Task:
From the data below, copy exactly the lines that lie between the one holding "context.fill(dot);" and the one holding "stroke(box, '#eeebe8', 2);", including both, and nothing more.

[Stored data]

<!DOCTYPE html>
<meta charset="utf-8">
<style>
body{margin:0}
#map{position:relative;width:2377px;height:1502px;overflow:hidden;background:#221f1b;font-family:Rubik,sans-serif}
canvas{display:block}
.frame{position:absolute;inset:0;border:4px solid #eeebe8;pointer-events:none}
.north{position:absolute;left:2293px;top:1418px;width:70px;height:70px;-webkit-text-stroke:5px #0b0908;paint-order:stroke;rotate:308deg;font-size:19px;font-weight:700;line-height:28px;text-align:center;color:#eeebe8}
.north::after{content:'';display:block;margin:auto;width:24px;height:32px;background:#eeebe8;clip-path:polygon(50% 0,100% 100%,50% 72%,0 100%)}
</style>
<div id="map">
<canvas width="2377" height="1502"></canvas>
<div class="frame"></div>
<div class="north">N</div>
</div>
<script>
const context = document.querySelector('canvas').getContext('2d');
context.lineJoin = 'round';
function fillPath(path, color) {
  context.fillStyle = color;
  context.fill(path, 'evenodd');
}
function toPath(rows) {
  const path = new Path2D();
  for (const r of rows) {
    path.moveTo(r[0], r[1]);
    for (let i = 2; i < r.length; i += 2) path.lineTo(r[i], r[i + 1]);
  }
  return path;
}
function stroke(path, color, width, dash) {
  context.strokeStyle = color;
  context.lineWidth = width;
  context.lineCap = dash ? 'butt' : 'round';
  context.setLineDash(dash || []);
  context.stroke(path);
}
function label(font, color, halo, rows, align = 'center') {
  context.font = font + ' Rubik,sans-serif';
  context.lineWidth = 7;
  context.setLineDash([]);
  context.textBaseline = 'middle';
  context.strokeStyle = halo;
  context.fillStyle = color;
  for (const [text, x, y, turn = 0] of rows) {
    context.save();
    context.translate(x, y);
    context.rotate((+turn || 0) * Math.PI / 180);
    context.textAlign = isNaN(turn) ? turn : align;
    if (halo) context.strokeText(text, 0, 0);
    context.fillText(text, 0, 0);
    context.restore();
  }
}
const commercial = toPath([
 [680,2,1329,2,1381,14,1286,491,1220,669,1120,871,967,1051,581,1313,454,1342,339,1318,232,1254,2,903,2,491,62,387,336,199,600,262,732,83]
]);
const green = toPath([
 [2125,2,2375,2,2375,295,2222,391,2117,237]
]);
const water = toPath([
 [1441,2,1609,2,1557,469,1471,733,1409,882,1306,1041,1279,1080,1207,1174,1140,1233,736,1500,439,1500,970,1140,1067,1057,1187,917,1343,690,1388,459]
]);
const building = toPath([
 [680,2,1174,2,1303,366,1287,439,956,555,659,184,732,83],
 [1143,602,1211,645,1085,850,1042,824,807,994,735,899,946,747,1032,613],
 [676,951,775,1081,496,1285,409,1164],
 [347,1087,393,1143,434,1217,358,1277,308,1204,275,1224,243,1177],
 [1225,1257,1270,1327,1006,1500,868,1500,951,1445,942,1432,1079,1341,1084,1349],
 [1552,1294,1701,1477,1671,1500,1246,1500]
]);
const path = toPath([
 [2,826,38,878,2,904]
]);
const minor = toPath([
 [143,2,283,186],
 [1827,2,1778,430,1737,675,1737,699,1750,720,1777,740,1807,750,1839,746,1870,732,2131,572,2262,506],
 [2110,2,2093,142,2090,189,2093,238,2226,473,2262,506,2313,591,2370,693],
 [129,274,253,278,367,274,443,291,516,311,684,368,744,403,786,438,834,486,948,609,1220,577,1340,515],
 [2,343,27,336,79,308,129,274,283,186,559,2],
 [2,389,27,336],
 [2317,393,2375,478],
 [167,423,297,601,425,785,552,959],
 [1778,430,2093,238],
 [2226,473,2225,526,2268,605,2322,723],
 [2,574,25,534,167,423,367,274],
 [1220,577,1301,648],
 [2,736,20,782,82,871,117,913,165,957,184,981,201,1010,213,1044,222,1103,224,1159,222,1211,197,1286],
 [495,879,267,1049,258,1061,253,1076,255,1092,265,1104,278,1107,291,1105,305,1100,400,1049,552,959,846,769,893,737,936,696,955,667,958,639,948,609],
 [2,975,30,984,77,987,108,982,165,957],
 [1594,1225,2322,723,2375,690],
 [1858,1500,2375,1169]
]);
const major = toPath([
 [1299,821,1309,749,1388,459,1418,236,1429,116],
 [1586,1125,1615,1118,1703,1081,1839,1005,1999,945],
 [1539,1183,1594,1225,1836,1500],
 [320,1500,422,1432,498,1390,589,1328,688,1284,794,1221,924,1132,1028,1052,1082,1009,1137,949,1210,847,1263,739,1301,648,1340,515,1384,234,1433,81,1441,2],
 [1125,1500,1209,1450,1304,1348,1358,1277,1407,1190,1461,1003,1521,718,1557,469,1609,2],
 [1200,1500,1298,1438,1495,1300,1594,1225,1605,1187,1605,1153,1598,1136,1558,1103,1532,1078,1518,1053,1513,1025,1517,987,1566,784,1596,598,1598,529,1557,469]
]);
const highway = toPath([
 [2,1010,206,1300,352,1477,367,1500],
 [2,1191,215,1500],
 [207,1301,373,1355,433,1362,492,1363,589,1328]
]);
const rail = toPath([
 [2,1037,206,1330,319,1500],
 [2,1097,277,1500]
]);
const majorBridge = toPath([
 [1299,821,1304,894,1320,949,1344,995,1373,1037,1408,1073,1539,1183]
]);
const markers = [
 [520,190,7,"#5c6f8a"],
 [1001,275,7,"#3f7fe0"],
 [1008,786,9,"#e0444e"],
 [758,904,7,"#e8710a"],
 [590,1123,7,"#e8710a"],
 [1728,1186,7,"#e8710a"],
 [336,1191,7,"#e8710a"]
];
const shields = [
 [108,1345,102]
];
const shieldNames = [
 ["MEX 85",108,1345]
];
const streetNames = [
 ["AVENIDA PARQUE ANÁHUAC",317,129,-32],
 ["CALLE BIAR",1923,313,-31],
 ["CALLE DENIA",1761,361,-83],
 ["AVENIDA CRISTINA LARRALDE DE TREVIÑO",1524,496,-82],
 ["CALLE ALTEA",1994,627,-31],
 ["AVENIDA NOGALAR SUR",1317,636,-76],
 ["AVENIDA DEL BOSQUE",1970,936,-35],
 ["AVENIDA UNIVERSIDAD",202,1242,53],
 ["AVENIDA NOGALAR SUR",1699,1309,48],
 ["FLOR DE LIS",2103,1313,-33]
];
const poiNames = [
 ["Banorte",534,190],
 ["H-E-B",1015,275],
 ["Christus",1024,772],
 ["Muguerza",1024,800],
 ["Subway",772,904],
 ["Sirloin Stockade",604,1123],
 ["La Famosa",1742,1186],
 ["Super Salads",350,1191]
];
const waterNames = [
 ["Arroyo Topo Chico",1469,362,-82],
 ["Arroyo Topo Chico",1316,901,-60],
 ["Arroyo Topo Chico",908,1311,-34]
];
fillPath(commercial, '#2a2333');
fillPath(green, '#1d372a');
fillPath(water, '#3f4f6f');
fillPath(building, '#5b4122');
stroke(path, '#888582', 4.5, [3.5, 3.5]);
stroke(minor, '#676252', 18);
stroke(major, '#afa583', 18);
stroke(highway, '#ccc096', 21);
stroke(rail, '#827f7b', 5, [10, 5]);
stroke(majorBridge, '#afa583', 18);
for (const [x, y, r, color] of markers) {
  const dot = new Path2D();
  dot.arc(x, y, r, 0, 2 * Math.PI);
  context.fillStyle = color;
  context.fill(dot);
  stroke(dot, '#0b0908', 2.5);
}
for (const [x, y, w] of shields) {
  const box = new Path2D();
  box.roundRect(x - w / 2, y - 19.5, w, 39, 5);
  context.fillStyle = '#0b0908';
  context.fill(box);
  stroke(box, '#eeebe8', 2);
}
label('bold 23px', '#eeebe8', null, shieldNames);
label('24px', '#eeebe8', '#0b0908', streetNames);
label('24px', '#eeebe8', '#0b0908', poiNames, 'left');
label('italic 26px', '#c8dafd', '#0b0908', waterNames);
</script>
--
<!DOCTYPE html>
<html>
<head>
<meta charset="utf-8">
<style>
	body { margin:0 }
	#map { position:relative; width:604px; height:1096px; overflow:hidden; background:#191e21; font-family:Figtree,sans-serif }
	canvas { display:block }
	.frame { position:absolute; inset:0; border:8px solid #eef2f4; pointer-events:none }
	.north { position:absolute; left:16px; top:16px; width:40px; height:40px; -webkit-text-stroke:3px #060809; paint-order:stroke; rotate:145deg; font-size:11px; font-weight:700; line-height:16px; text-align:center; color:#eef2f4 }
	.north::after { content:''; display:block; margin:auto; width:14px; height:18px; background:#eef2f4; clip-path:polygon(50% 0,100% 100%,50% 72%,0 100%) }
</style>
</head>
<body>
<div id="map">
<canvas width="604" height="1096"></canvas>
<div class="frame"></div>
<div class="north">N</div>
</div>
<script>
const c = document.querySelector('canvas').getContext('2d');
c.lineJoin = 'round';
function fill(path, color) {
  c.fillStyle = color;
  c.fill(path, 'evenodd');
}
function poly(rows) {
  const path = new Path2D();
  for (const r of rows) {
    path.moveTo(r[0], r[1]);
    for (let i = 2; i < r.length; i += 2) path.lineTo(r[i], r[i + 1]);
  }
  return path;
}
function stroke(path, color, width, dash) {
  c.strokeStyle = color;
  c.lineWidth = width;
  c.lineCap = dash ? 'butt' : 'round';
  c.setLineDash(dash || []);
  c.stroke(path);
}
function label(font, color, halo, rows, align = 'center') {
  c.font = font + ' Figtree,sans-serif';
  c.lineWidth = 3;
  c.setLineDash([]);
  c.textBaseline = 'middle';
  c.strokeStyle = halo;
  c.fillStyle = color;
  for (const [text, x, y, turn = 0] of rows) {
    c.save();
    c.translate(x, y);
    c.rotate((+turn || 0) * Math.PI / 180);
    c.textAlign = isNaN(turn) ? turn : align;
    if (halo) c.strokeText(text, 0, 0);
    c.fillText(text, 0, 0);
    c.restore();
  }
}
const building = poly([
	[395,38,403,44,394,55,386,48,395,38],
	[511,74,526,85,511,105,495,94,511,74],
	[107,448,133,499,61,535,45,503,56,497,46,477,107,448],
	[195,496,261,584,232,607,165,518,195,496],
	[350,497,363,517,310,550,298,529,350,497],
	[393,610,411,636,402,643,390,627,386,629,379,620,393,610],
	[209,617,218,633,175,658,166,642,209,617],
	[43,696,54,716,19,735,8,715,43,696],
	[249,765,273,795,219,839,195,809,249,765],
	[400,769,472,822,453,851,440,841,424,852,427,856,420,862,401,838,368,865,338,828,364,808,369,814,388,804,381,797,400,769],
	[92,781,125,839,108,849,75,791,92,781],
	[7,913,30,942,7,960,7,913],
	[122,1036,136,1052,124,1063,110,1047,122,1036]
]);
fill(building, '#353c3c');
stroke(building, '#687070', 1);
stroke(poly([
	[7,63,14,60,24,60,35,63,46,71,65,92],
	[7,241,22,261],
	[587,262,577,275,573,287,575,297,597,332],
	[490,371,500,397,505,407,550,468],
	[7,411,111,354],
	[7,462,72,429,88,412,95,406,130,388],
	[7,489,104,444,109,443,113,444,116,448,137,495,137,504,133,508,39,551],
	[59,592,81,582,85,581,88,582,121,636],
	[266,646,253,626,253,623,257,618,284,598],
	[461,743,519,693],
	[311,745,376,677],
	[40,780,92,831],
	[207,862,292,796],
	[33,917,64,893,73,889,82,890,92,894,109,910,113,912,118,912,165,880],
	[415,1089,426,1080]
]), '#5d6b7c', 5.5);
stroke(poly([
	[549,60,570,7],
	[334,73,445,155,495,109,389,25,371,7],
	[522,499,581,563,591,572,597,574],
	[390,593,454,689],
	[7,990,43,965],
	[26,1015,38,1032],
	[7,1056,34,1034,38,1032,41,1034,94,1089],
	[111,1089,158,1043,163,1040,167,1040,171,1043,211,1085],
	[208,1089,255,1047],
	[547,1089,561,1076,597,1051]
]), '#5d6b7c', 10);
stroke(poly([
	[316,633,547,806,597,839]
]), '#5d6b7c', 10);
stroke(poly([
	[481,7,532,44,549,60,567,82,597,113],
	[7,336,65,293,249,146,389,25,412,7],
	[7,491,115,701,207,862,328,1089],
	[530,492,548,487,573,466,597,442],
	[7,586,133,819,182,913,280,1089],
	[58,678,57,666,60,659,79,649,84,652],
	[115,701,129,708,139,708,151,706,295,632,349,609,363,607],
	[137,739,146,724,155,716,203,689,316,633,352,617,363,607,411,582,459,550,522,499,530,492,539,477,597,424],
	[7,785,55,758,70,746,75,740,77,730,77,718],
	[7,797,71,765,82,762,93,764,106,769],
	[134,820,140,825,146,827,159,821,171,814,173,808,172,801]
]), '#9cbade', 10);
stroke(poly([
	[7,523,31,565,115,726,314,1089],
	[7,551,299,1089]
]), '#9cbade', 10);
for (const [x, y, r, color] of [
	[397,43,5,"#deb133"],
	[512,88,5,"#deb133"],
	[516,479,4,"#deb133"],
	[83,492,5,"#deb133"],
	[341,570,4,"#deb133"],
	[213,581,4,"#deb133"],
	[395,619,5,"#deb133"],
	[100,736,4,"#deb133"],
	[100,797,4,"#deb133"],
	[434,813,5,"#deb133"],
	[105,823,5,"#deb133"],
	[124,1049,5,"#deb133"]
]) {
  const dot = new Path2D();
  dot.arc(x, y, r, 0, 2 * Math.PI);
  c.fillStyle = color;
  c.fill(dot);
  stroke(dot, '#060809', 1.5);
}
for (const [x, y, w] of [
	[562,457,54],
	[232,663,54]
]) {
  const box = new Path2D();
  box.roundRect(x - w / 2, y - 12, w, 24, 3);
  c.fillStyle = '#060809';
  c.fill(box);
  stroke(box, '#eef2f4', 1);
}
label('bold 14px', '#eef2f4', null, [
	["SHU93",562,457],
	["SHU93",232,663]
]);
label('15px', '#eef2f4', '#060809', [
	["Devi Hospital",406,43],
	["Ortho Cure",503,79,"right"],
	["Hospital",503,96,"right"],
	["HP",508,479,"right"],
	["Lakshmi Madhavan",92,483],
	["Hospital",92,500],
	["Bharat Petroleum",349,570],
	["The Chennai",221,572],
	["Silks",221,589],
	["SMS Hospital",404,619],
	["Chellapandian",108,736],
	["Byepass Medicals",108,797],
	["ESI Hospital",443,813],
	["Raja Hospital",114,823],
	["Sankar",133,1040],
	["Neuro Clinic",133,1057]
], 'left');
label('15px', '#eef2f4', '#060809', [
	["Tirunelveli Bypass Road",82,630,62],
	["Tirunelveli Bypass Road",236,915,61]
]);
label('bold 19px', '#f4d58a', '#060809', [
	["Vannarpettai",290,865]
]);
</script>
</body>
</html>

Answer to the exercise:
  context.fill(dot);
  stroke(dot, '#0b0908', 2.5);
}
for (const [x, y, w] of shields) {
  const box = new Path2D();
  box.roundRect(x - w / 2, y - 19.5, w, 39, 5);
  context.fillStyle = '#0b0908';
  context.fill(box);
  stroke(box, '#eeebe8', 2);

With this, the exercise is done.